Tu espalda es la página donde me pierdo,
tus hombros, las márgenes de mi querer,
tu cuello es el verso donde muerdo
las dudas, los miedos, y vuelvo a nacer.
Tus labios son tinta que fluye en exceso,
que mancha mi boca de verbo carnal,
y el centro bendito que escondes sin rezo
es cláusula ardiente de un bien inmortal.

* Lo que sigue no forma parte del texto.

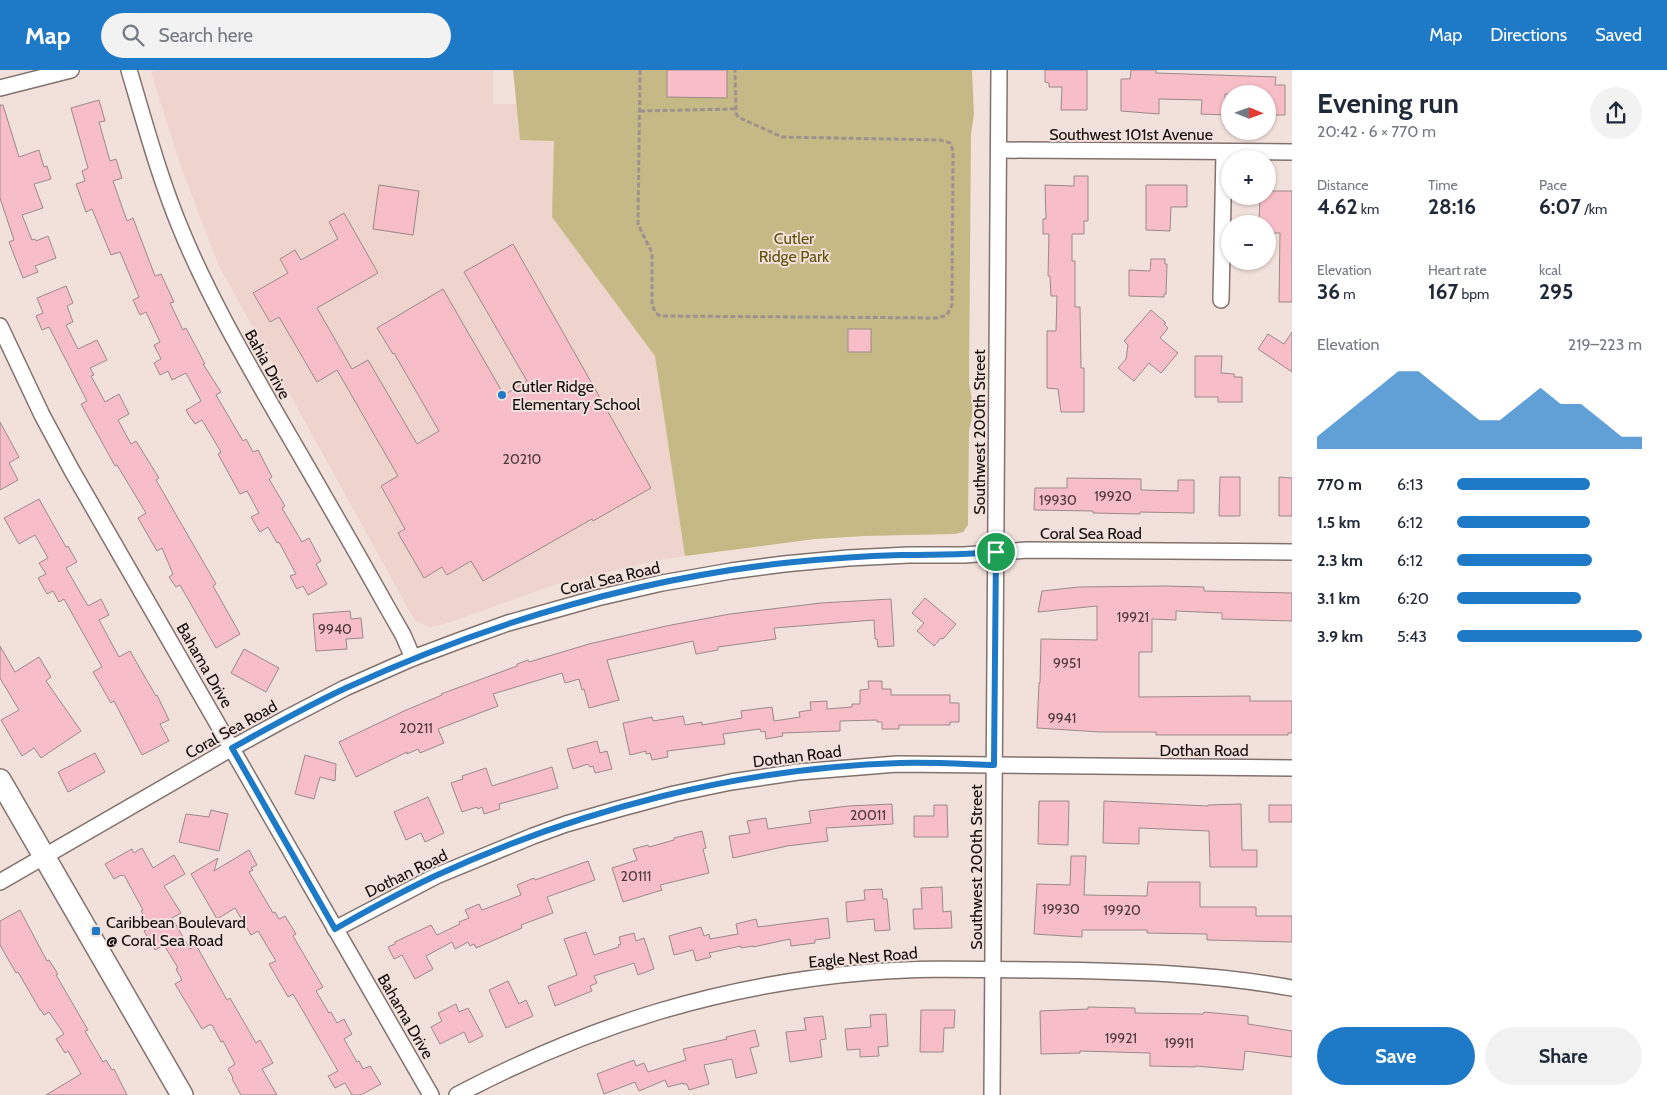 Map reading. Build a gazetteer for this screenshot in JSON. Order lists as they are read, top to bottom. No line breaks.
{"streets":{"street":["Southwest 101st Avenue","Bahia Drive","Southwest 200th Street","Coral Sea Road","Bahama Drive","Dothan Road","Eagle Nest Road"]},"crossings":[["Southwest 101st Avenue","Southwest 200th Street"],["Bahia Drive","Coral Sea Road"],["Southwest 200th Street","Coral Sea Road"],["Southwest 200th Street","Dothan Road"],["Southwest 200th Street","Eagle Nest Road"],["Coral Sea Road","Bahama Drive"],["Bahama Drive","Dothan Road"]],"parks":["Cutler Ridge Park"],"places":{"other":["Cutler Ridge Elementary School"],"transit":["Caribbean Boulevard @ Coral Sea Road"]},"house_numbers":["20210","19920","19930","19921","9940","9951","9941","20211","20011","20111","19930","19920","19921","19911"],"north":"right","page":{"header":"Map","search":"Search here","nav":["Map","Directions","Saved"],"heading":["Evening run","20:42 · 6 × 770 m"],"map_buttons":["+","−"],"stats":[["Distance","4.62 km"],["Time","28:16"],["Pace","6:07 /km"],["Elevation","36 m"],["Heart rate","167 bpm"],["kcal","295"]],"chart":["Elevation","219–223 m"],"list":[{"name":"770 m","note":"6:13"},{"name":"1.5 km","note":"6:12"},{"name":"2.3 km","note":"6:12"},{"name":"3.1 km","note":"6:20"},{"name":"3.9 km","note":"5:43"}],"buttons":["Save","Share"]}} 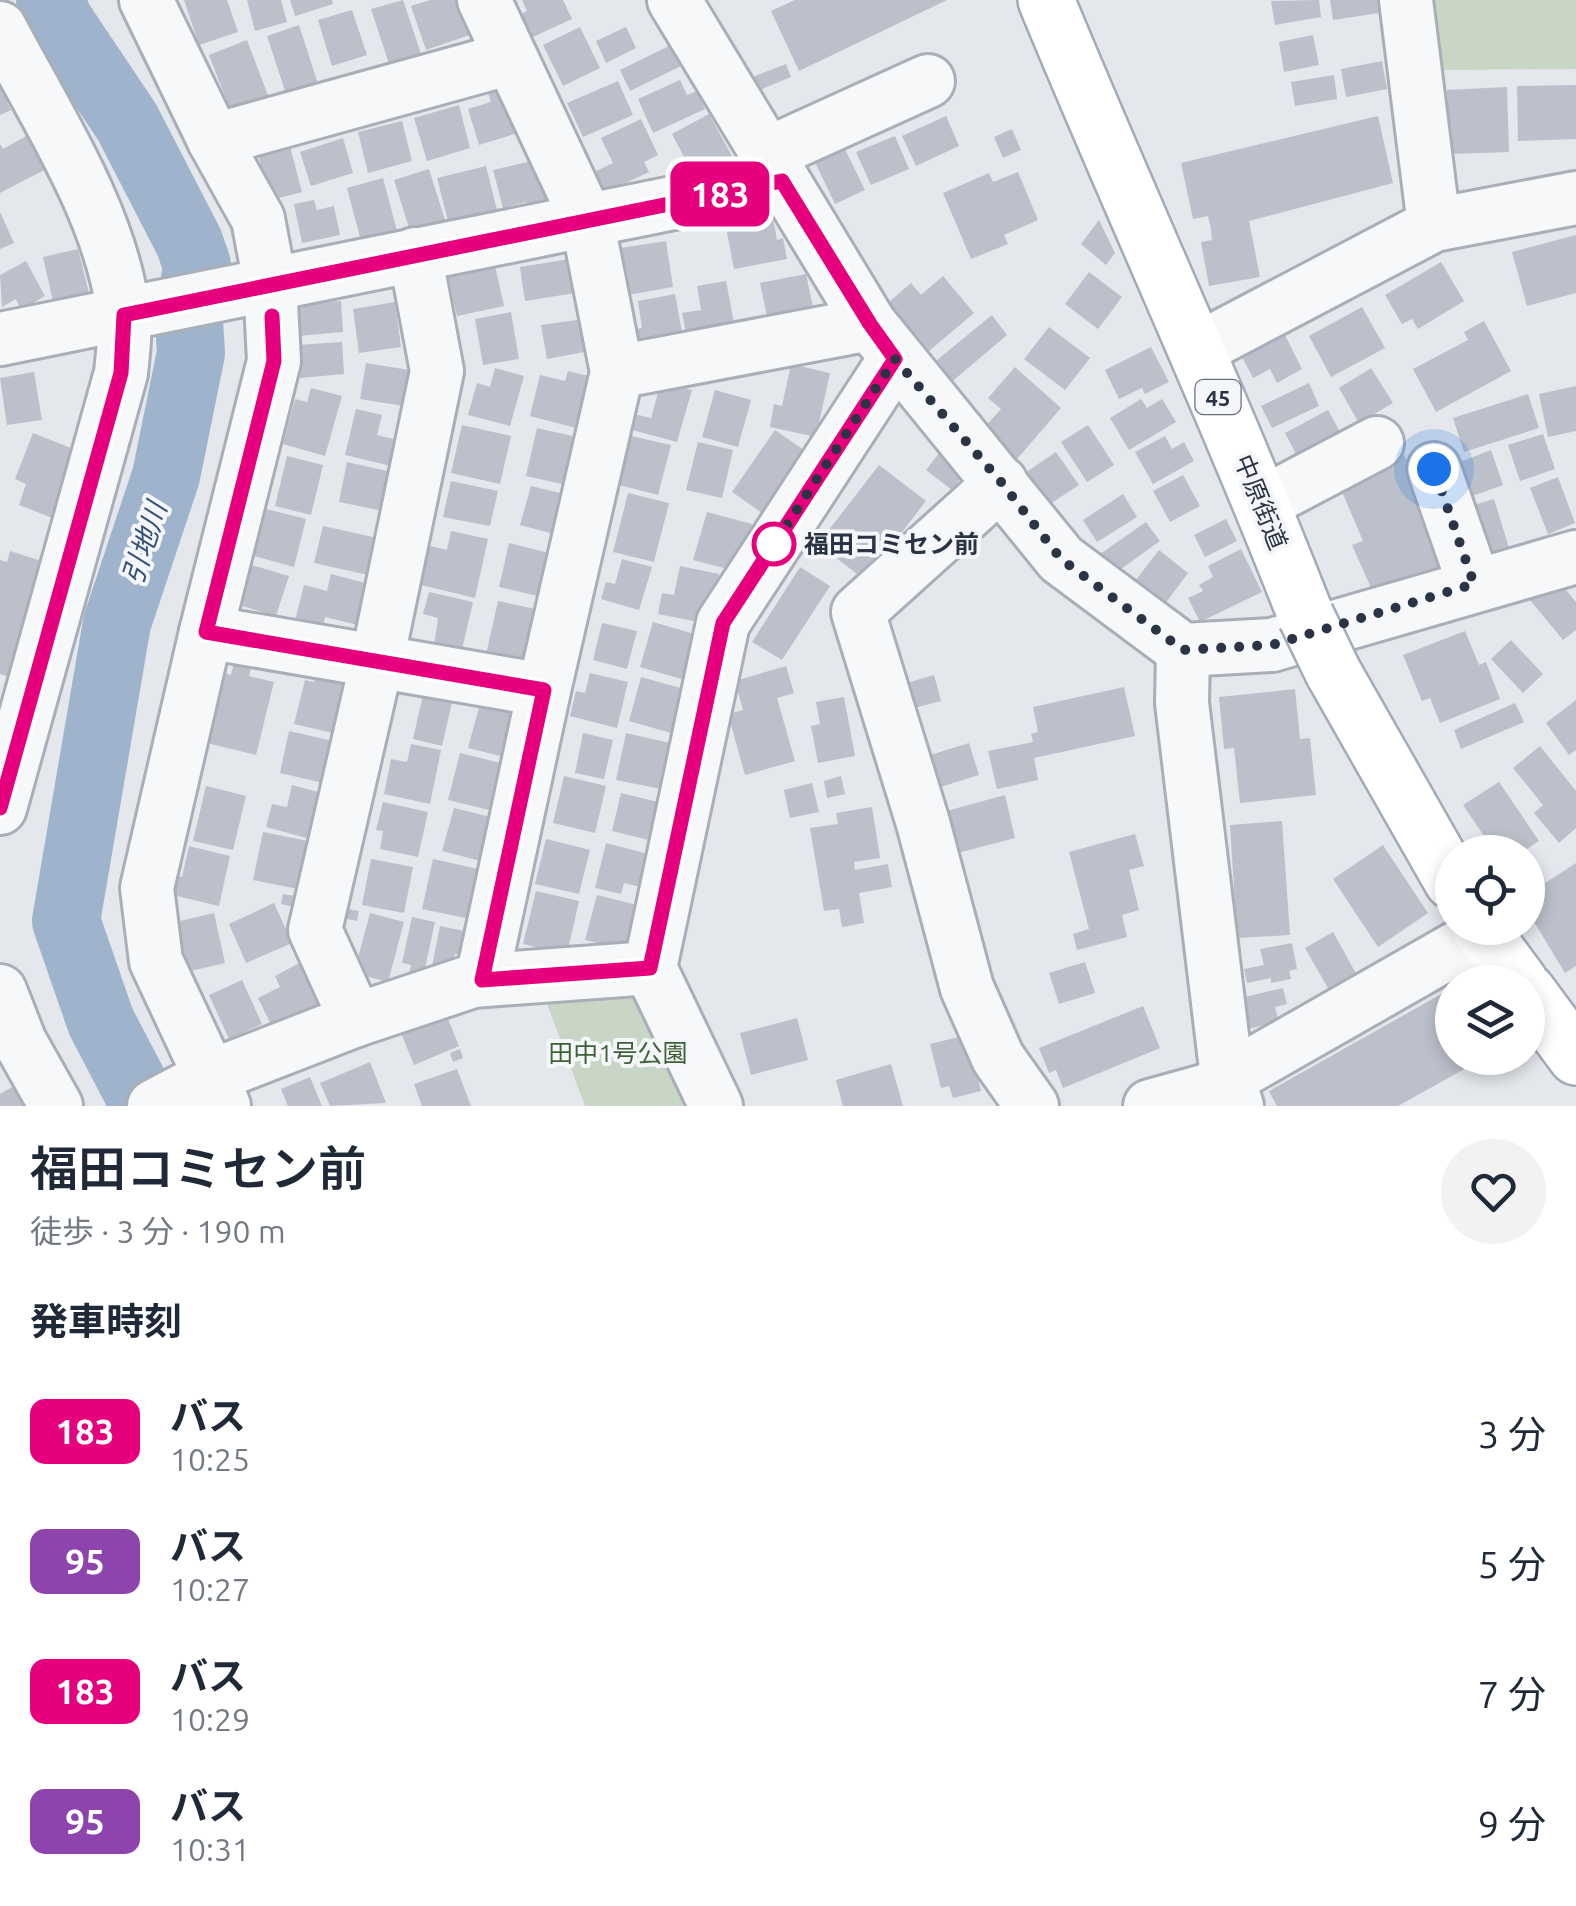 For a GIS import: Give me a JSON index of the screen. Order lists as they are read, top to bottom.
{
  "streets": {
    "main road": ["45", "中原街道"]
  },
  "water": ["引地川"],
  "parks": ["田中1号公園"],
  "places": ["福田コミセン前"],
  "lines": ["bus line 183"],
  "page": {
    "on_map": "183",
    "heading": [
      ["福田コミセン前", "徒歩 · 3 分 · 190 m"],
      "発車時刻"
    ],
    "list": [
      {
        "mark": "183",
        "name": "バス",
        "note": "10:25",
        "value": "3 分"
      },
      {
        "mark": "95",
        "name": "バス",
        "note": "10:27",
        "value": "5 分"
      },
      {
        "mark": "183",
        "name": "バス",
        "note": "10:29",
        "value": "7 分"
      },
      {
        "mark": "95",
        "name": "バス",
        "note": "10:31",
        "value": "9 分"
      }
    ]
  }
}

Tus muslos, dos rimas que chocan sin tregua,
y en su consonancia yo hallo el temblor;
tu vientre es el punto que firma mi lengua,
y escribe en tu piel mi nombre y sudor.
Tú eres mi canto más alto y prohibido,
mi verso más torpe, mi rima mejor,
mi párrafo herido, mi acento vencido,
mi tinta sagrada, mi fuego y mi flor.
Tus dedos son comas que frenan mi instinto,
tus piernas, paréntesis de redención,
y tus ojos, dos signos de un libro extinto
que solo yo leo con perdición.
Tu aliento, preludio de estrofa infinita,
tu risa, un epígrafe de luz tenaz,
y el roce sutil de tu voz bendita
es prólogo y rezo... y juicio, y paz.
Te juro que a veces no entiendo el poema,
y aunque me confundes, lo quiero siempre leer;
porque en tu locura, tu ruina, tu emblema,
yo hallo el motivo más bello: creer.